### Exercise brief
Pictures should be left out when the listing below is repeated word for word.
# # #
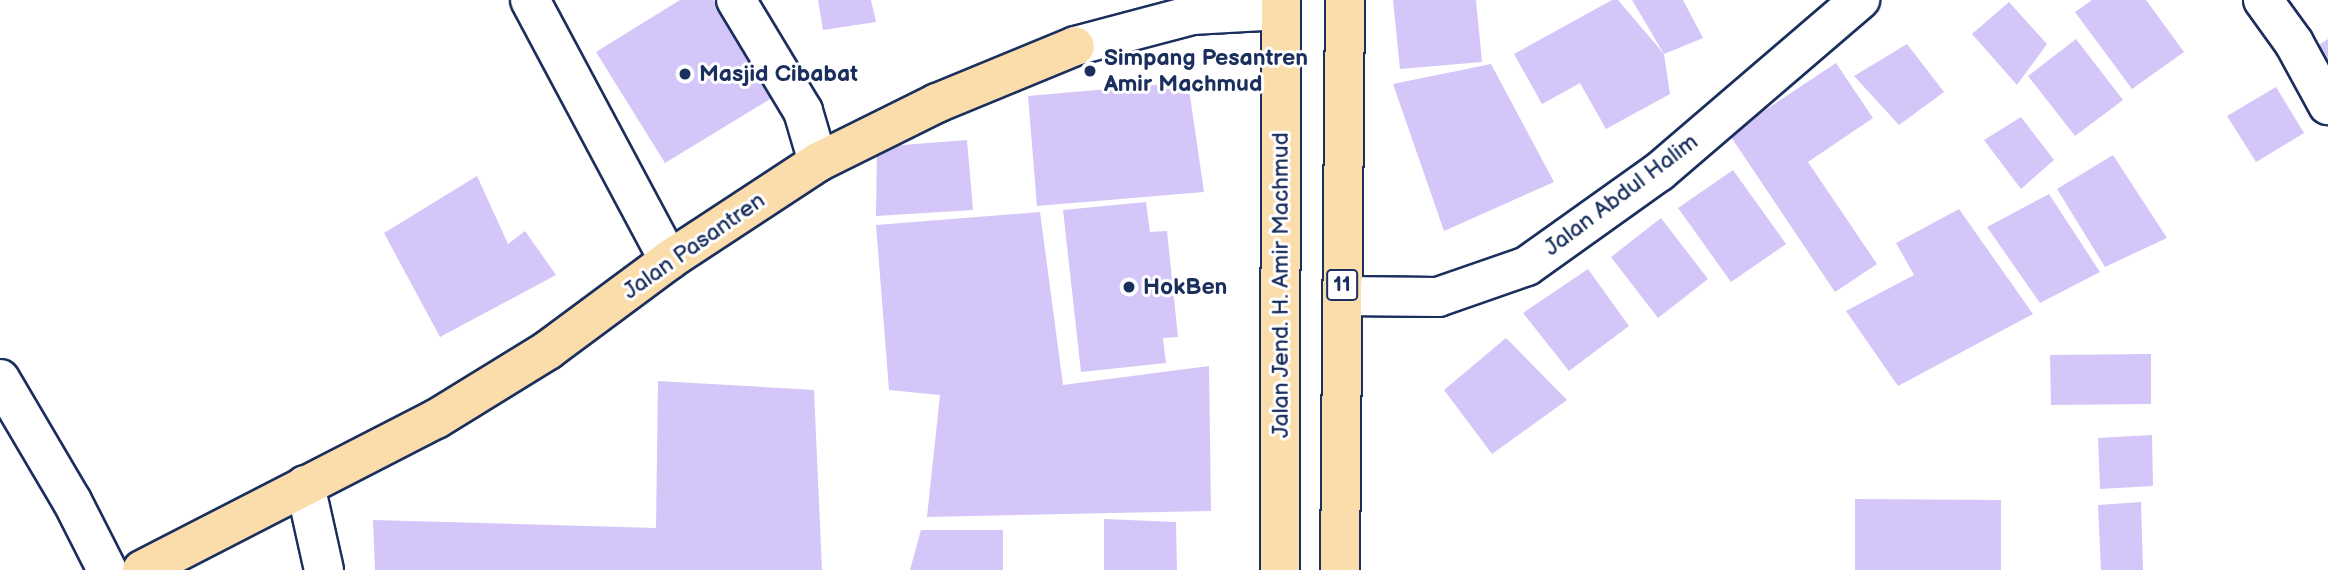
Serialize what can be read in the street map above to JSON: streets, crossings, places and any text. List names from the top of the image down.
{
  "streets": {
    "main road": ["Jalan Pasantren", "Jalan Jend. H. Amir Machmud", "11"],
    "street": ["Jalan Abdul Halim"]
  },
  "crossings": [
    ["Jalan Abdul Halim", "11"],
    ["Jalan Pasantren", "Jalan Jend. H. Amir Machmud"]
  ],
  "places": ["Simpang Pesantren Amir Machmud", "Masjid Cibabat", "HokBen"]
}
# # #
### Reply to the task
Serialize what can be read in the street map above to JSON: streets, crossings, places and any text. List names from the top of the image down.
{
  "streets": {
    "main road": ["Jalan Pasantren", "Jalan Jend. H. Amir Machmud", "11"],
    "street": ["Jalan Abdul Halim"]
  },
  "crossings": [
    ["Jalan Abdul Halim", "11"],
    ["Jalan Pasantren", "Jalan Jend. H. Amir Machmud"]
  ],
  "places": ["Simpang Pesantren Amir Machmud", "Masjid Cibabat", "HokBen"]
}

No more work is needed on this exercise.